Crônica

O grito e o silêncio como armas favoráveis aos poderosos

                                                                                                                                                                      Landisvalth Lima

O uso das leis para proteção de uma elite virou algo comum tanto no Brasil como nos Estados Unidos. (Foto: EBC)

Toda vez que se questiona o comportamento de certas elites, uma parte da sociedade, por vários motivos, tem comportamento incomum, desde um grito até o silêncio. Mexer com os poderosos no Brasil é carta certa de conflito, mesmo que com a aplicação rigorosa da Lei. Parece isso indicar que as leis brasileiras foram feitas para uso dos poderosos contra seus inimigos. O que não se imaginava é que tal comportamento chegasse a um nível internacional, envolvendo a maior economia do mundo. Tudo isso por causa de um grupo político supostamente antissistema, de viés supostamente nacionalista, que, no fundo, só queira mesmo permanecer no poder depois de ter tido a oportunidade de, pelo voto popular, organizar o sistema do país.

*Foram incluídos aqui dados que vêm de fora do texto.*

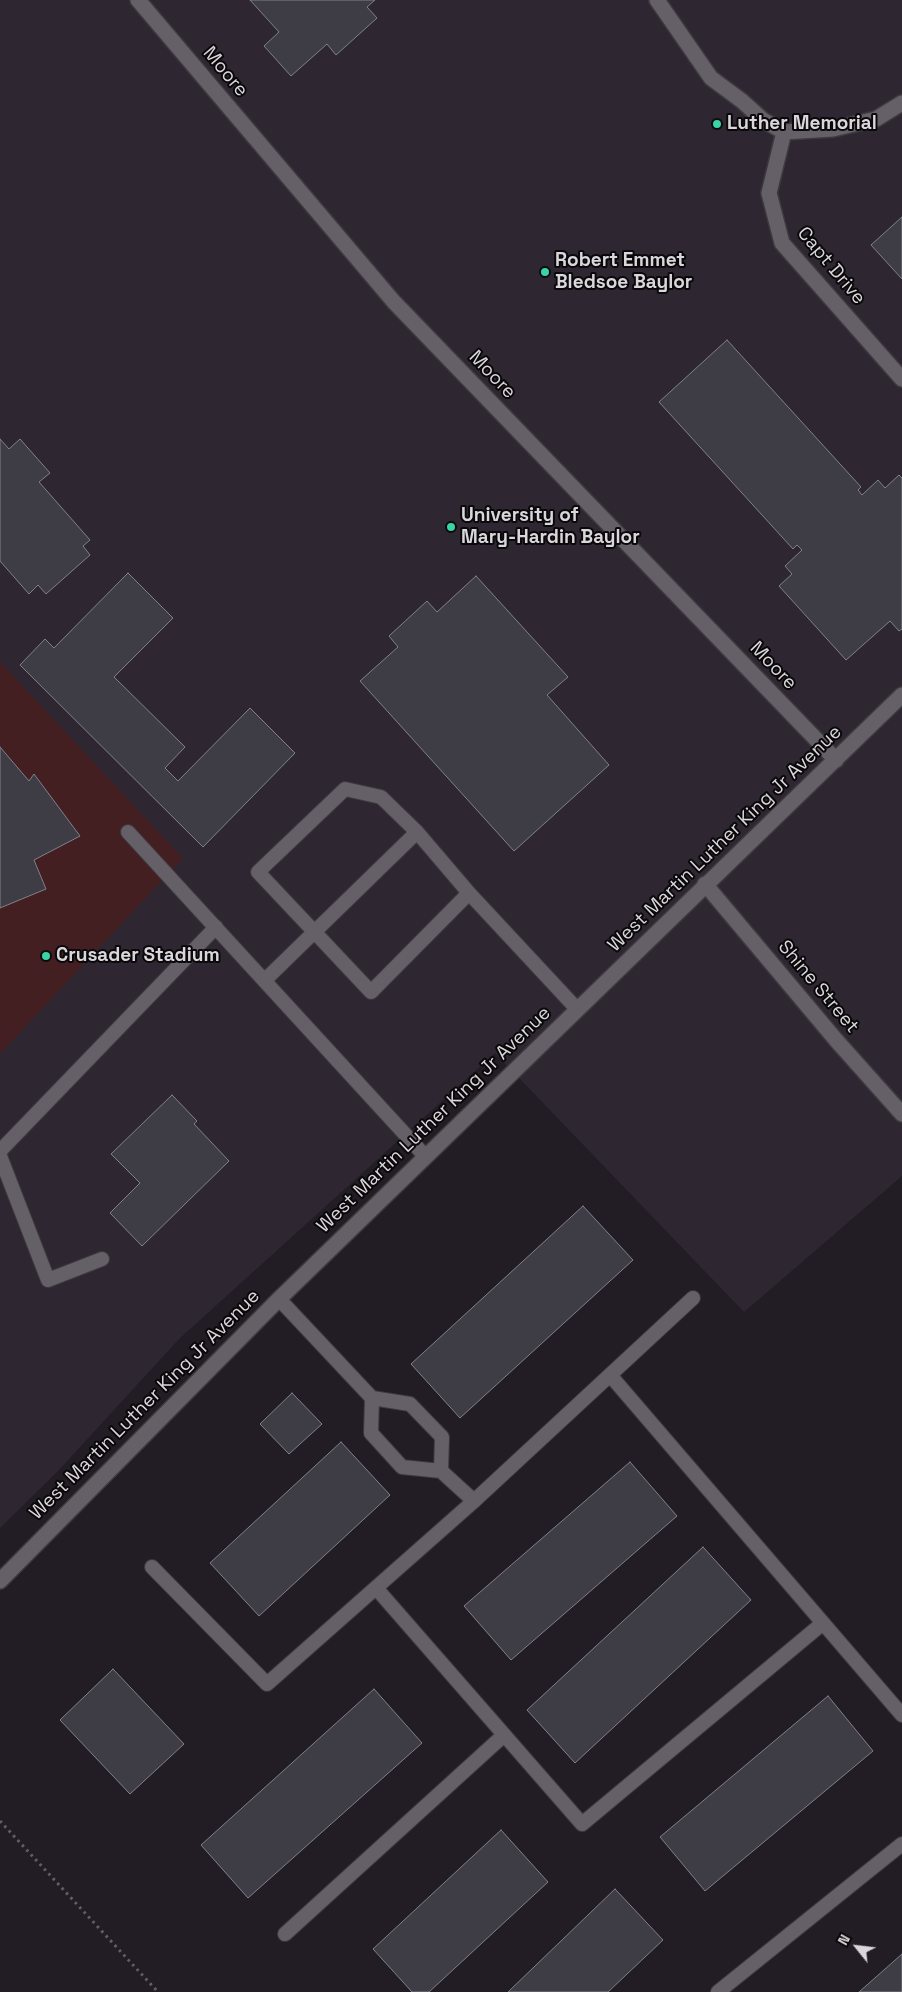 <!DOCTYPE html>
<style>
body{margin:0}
#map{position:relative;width:902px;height:1992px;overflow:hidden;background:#221d24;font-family:"Space Grotesk",sans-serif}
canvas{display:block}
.north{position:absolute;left:832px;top:1922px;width:50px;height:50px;-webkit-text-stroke:4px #0a080b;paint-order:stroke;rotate:299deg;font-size:14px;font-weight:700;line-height:20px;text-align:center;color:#dad7db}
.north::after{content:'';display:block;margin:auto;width:18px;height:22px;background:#dad7db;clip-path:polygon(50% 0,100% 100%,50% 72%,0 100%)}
</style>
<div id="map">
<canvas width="902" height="1992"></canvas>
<div class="north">N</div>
</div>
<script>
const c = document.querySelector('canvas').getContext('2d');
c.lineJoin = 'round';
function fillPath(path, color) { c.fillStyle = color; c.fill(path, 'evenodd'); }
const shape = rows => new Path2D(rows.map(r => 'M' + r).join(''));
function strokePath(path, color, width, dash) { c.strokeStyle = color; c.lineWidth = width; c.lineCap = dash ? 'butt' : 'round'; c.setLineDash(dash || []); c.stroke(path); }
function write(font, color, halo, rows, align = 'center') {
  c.font = font + ' "Space Grotesk",sans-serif'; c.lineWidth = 4; c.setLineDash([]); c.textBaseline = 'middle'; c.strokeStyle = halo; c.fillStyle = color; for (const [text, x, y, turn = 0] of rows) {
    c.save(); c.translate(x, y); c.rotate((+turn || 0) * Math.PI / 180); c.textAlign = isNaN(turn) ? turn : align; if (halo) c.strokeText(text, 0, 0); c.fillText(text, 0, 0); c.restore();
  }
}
fillPath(shape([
 [0,0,902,0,902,1176,744,1312,495,1053,179,1339,58,1471,0,1528]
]), '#2e2731');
fillPath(shape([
 [0,662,183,858,0,1054]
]), '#431f21');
const building = shape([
 [250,0,375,0,367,7,377,18,336,55,327,44,291,76,264,46,279,32,250,0],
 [902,217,902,279,871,245,902,217],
 [727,340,861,487,858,490,862,495,878,480,885,488,899,475,902,478,902,629,899,631,890,621,846,660,779,586,792,574,785,566,802,550,797,545,793,549,659,402,727,340],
 [0,439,9,449,20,439,50,473,39,482,90,540,83,546,90,555,46,594,38,585,29,594,0,561,0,439],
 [128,573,173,618,114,677,185,747,165,768,178,781,250,708,295,753,203,847,20,665,45,639,54,648,128,573],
 [476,576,568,677,547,695,609,765,514,851,360,681,398,647,389,636,427,601,437,612,476,576],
 [0,747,29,781,34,774,80,836,34,860,46,889,0,908,0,747],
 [172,1095,197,1121,194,1124,229,1161,142,1246,110,1213,140,1183,111,1154,172,1095],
 [583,1206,633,1260,460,1418,411,1364,583,1206],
 [292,1393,322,1424,289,1454,260,1424,292,1393],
 [341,1442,390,1495,259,1616,210,1563,341,1442],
 [630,1462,677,1516,511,1660,464,1606,630,1462],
 [703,1547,751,1600,575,1763,527,1710,703,1547],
 [113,1669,184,1744,130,1794,60,1720,113,1669],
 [374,1689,422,1743,248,1898,201,1845,374,1689],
 [828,1696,873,1751,705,1891,660,1837,828,1696],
 [501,1830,548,1882,429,1992,412,1992,373,1949,501,1830],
 [615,1889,663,1940,608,1992,508,1992,615,1889],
 [902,1954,902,1992,859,1992,902,1954]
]);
fillPath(building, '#3e3d45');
strokePath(building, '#818189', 1);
const service = shape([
 [128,832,425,1156],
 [469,893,371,992,258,872,345,789,381,797,417,832,469,893,577,1009],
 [265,980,417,832],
 [0,1151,216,927],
 [0,1156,48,1280,102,1259],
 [279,1299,372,1398],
 [610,1375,902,1715],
 [372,1398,410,1404,442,1437,441,1471,402,1467,371,1433,372,1398],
 [441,1471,474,1501],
 [152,1567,267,1684,474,1501,693,1298],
 [376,1588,582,1824,823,1623],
 [285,1934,504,1735],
 [718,1992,902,1844]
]);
const minor = shape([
 [138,0,394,302,836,760],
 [657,0,711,78,742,101,763,120,784,132,833,129,876,119,902,103],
 [784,132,769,193,782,243,902,379],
 [705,884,836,1040,902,1114]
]);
const tertiary = shape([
 [0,1581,279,1299,902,695]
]);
strokePath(service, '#3d3a3e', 16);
strokePath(minor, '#3d3a3e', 18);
strokePath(tertiary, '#3d3a3e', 18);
strokePath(shape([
 [0,1821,158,1992]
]), '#635e64', 3, [2.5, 4]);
strokePath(service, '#656067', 14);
strokePath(minor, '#656067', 15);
strokePath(tertiary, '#656067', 15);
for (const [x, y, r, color] of [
 [717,124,5,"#39d4a5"],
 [545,272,5,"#39d4a5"],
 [451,527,5,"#39d4a5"],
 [46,956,5,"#39d4a5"]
]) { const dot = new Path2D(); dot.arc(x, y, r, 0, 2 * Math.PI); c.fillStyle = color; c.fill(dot); strokePath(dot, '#0a080b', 2); }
write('19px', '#dad7db', '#0a080b', [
 ["Moore",225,72,50],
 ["Capt Drive",831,266,50],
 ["Moore",492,375,46],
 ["Moore",773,666,46],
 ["West Martin Luther King Jr Avenue",725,839,-44],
 ["Shine Street",818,987,50],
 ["West Martin Luther King Jr Avenue",434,1120,-44],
 ["West Martin Luther King Jr Avenue",145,1405,-45]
]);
write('bold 19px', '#dad7db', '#0a080b', [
 ["Luther Memorial",727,124],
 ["Robert Emmet",555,261],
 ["Bledsoe Baylor",555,283],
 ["University of",461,516],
 ["Mary-Hardin Baylor",461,538],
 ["Crusader Stadium",56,956]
], 'left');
</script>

O jantar promovido pelo presidente Lula com ministros do STF na noite de quinta-feira (31/7), no Palácio da Alvorada, foi marcado por um forte gesto de solidariedade institucional e defesa da soberania nacional. Estavam presentes os ministros Alexandre de Moraes, Luís Roberto Barroso (presidente do STF), Gilmar Mendes, Cristiano Zanin, Flávio Dino e Edson Fachin. Cinco não compareceram: Carmem Lúcia, Nunes Marques, André Mendonça, Luiz Fux e Dias Toffoli. Razões das ausências são desconhecidas. Marcaram presença ainda Ricardo Lewandowski (Justiça), Jorge Messias (AGU) e Paulo Gonet (PGR). O objetivo do encontro foi demonstrar apoio a Alexandre de Moraes, alvo de sanções dos EUA com base na Lei Magnitsky, reforçando a independência do Judiciário brasileiro diante da pressão internacional. Na oportunidade, discutiram reações às sanções e ao tarifaço imposto pelo governo Trump sobre produtos brasileiros. De cara, Alexandre de Morais não aceitou que o governo brasileiro entrasse com ações contra a decisão do governo Trump em relação às sanções ao ministro. Moraes afirmou estar tranquilo e que seguirá normalmente sua atuação no STF.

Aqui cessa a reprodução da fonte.